Exactly the lines from the beginning of the listing below through the line that contains "Map reading. Convert" should be transcribed, and pictures must stay out.

Segment Open

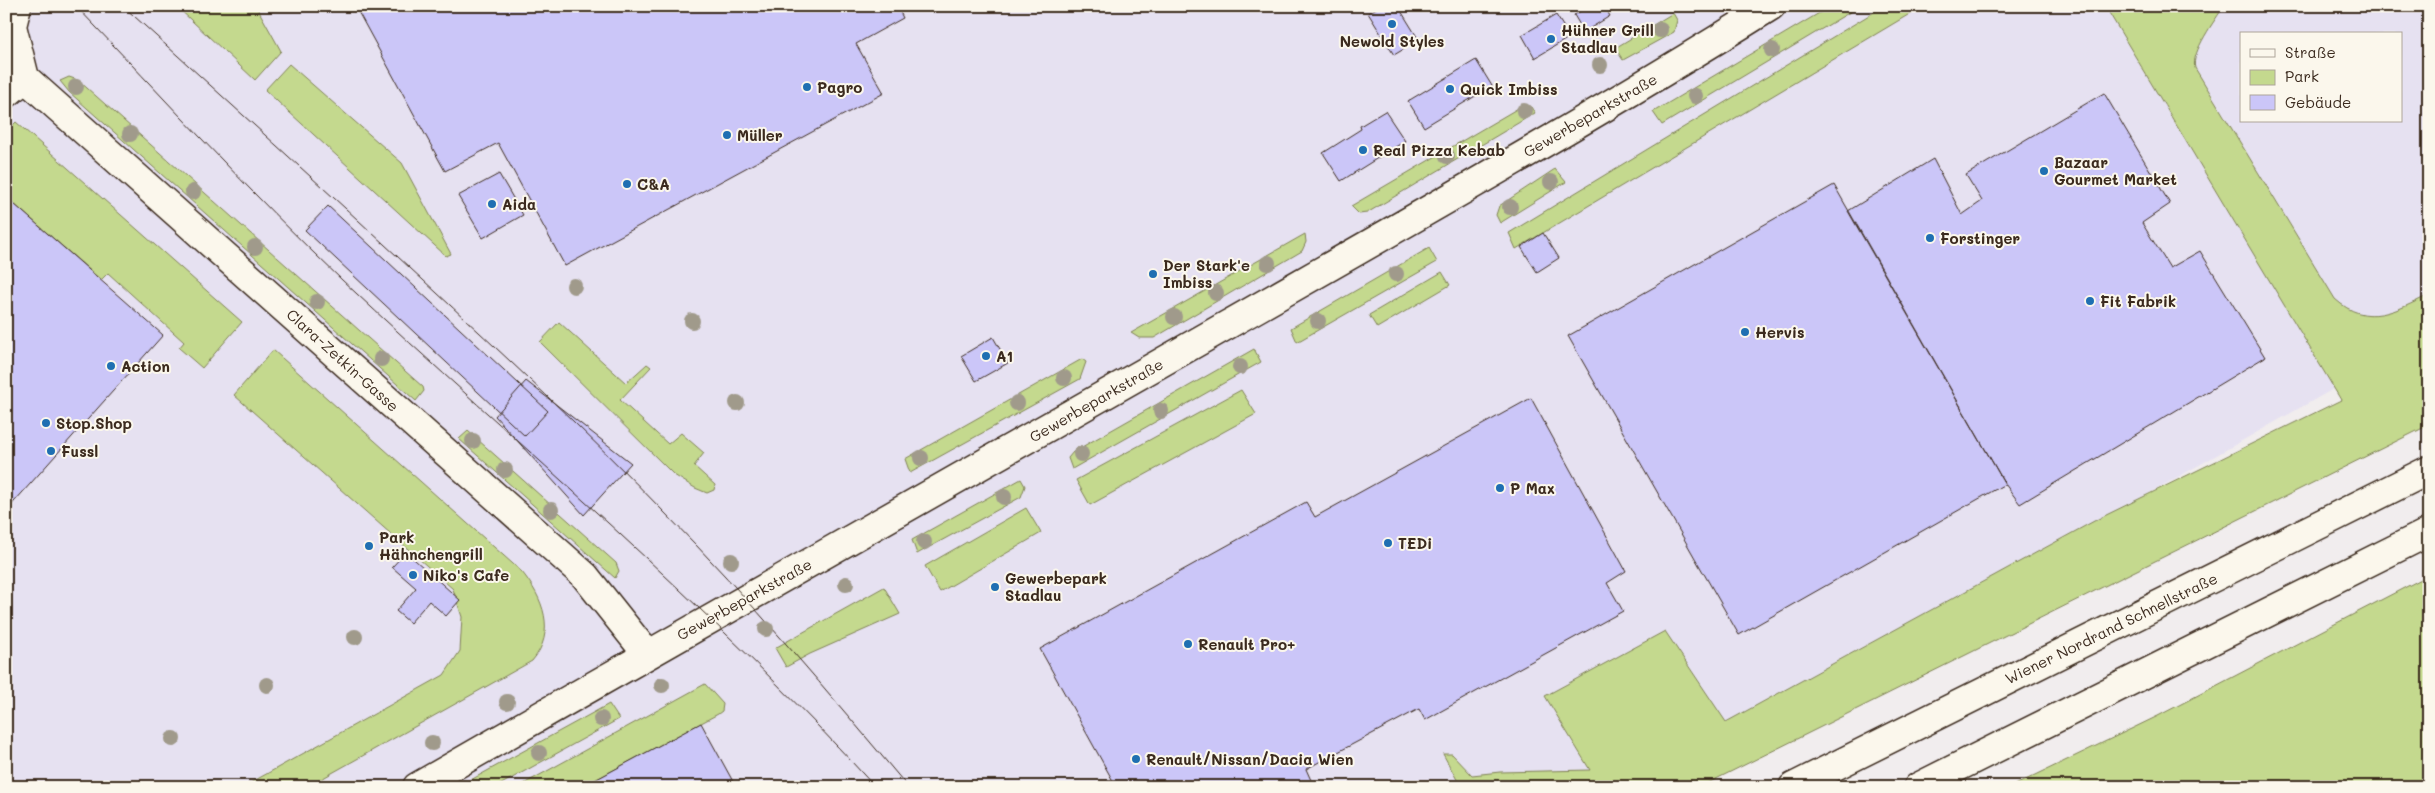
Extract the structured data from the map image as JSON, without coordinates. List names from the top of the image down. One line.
{"streets":{"main road":["Gewerbeparkstraße","Clara-Zetkin-Gasse","Wiener Nordrand Schnellstraße"]},"crossings":[["Gewerbeparkstraße","Clara-Zetkin-Gasse"]],"places":["Newold Styles","Hühner Grill Stadlau","Pagro","Quick Imbiss","Müller","Real Pizza Kebab","Bazaar Gourmet Market","C&A","Aida","Forstinger","Der Stark'e Imbiss","Fit Fabrik","Hervis","A1","Action","Stop.Shop","Fussl","P Max","TEDi","Park Hähnchengrill","Niko's Cafe","Gewerbepark Stadlau","Renault Pro+","Renault/Nissan/Dacia Wien"],"legend":["Straße","Park","Gebäude"]}
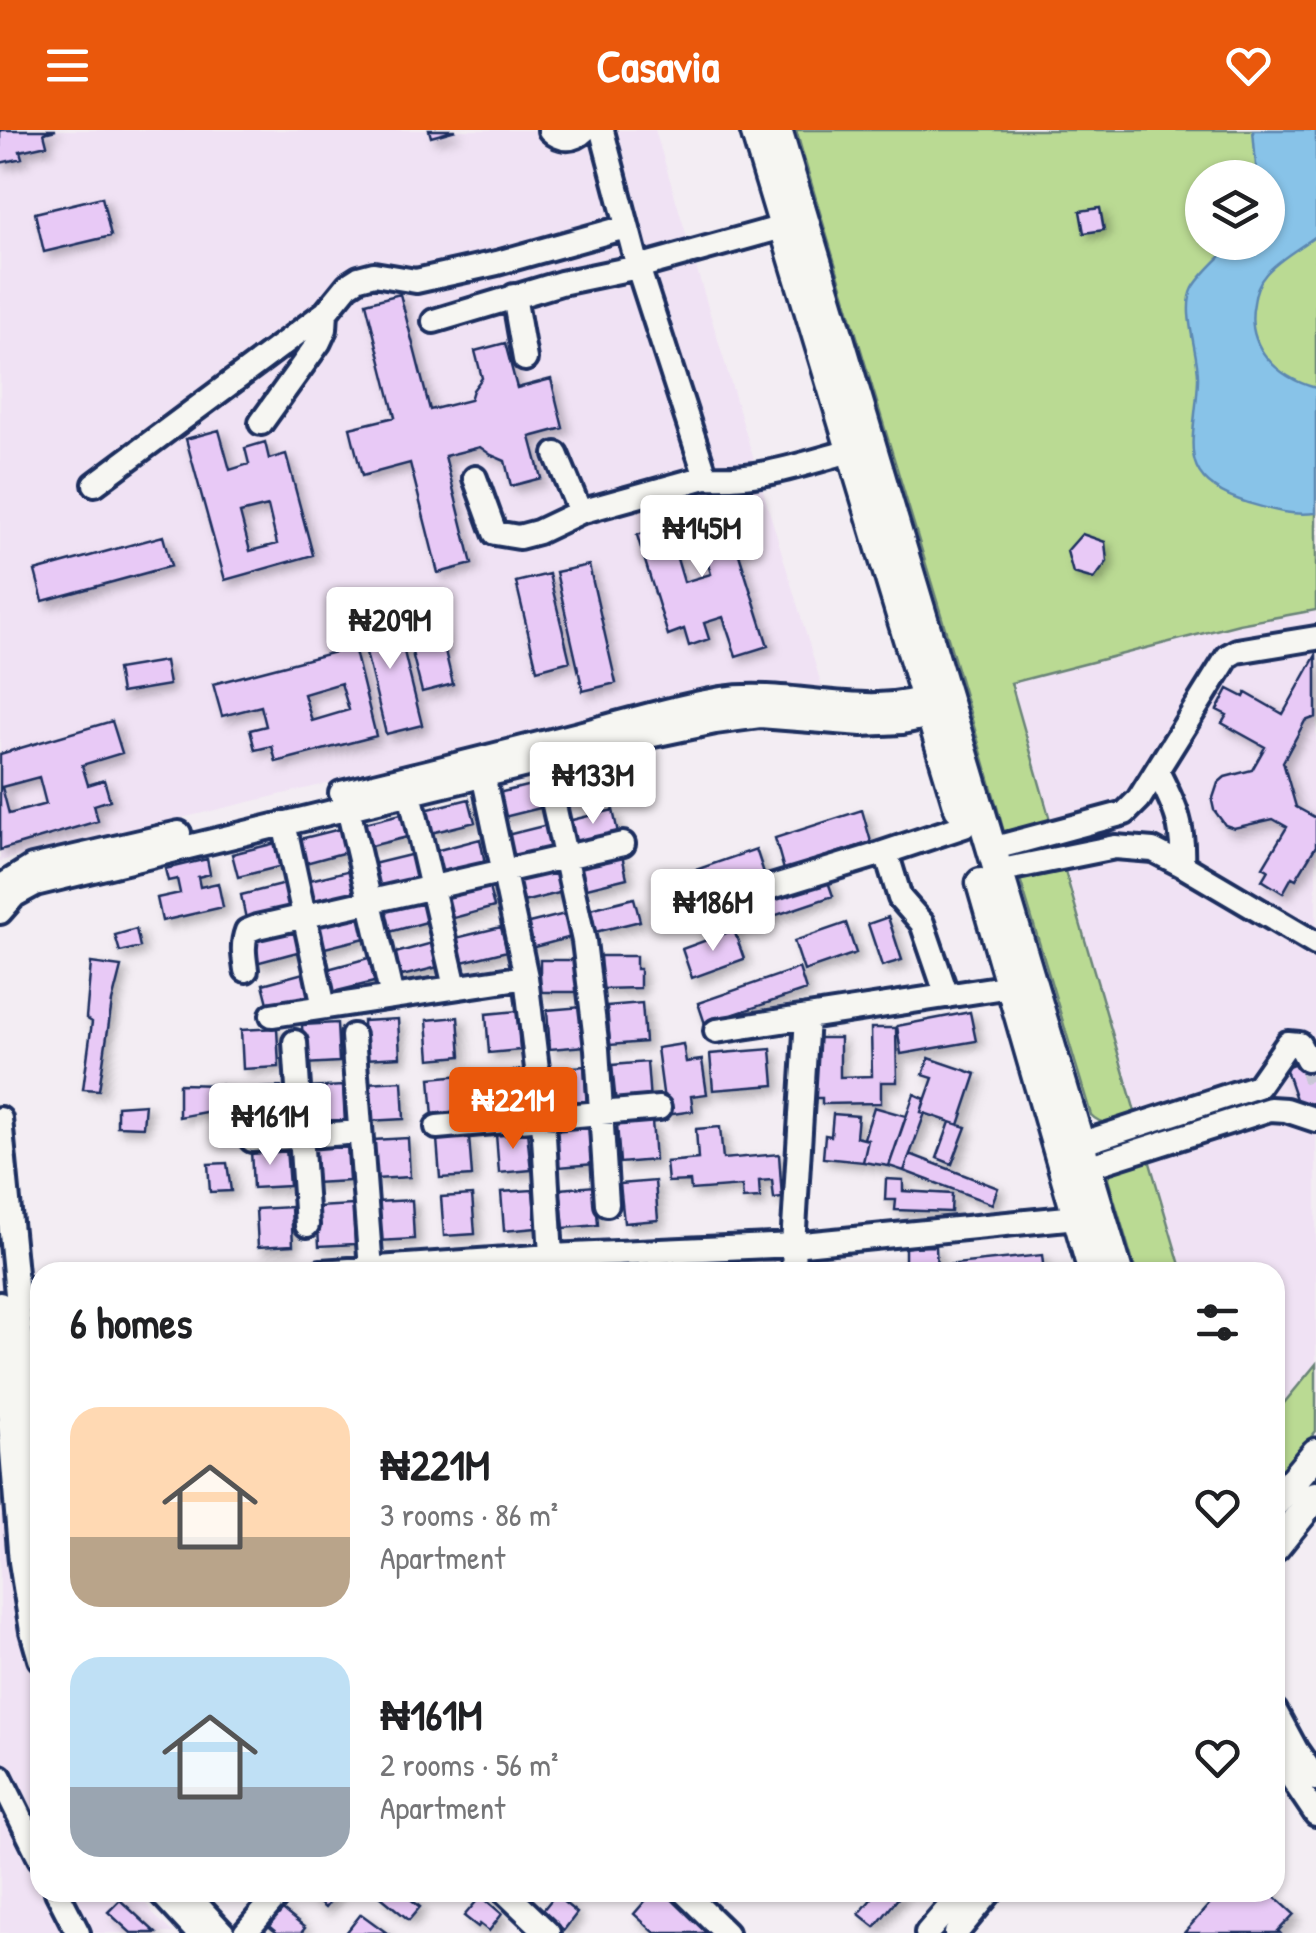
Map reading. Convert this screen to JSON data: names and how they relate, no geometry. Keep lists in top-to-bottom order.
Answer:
{
  "page": {
    "header": "Casavia",
    "price": [
      "₦145M",
      "₦209M",
      "₦133M",
      "₦186M",
      "₦221M",
      "₦161M"
    ],
    "heading": "6 homes",
    "list": [
      {
        "name": "₦221M",
        "note": "3 rooms · 86 m² · Apartment"
      },
      {
        "name": "₦161M",
        "note": "2 rooms · 56 m² · Apartment"
      }
    ]
  }
}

Segment Closed

[Your response]
Extract the structured data from the map image as JSON, without coordinates. List names from the top of the image down. One line.
{"streets":{"main road":["Gewerbeparkstraße","Clara-Zetkin-Gasse","Wiener Nordrand Schnellstraße"]},"crossings":[["Gewerbeparkstraße","Clara-Zetkin-Gasse"]],"places":["Newold Styles","Hühner Grill Stadlau","Pagro","Quick Imbiss","Müller","Real Pizza Kebab","Bazaar Gourmet Market","C&A","Aida","Forstinger","Der Stark'e Imbiss","Fit Fabrik","Hervis","A1","Action","Stop.Shop","Fussl","P Max","TEDi","Park Hähnchengrill","Niko's Cafe","Gewerbepark Stadlau","Renault Pro+","Renault/Nissan/Dacia Wien"],"legend":["Straße","Park","Gebäude"]}
Map reading. Convert this screen to JSON data: names and how they relate, no geometry. Keep lists in top-to-bottom order.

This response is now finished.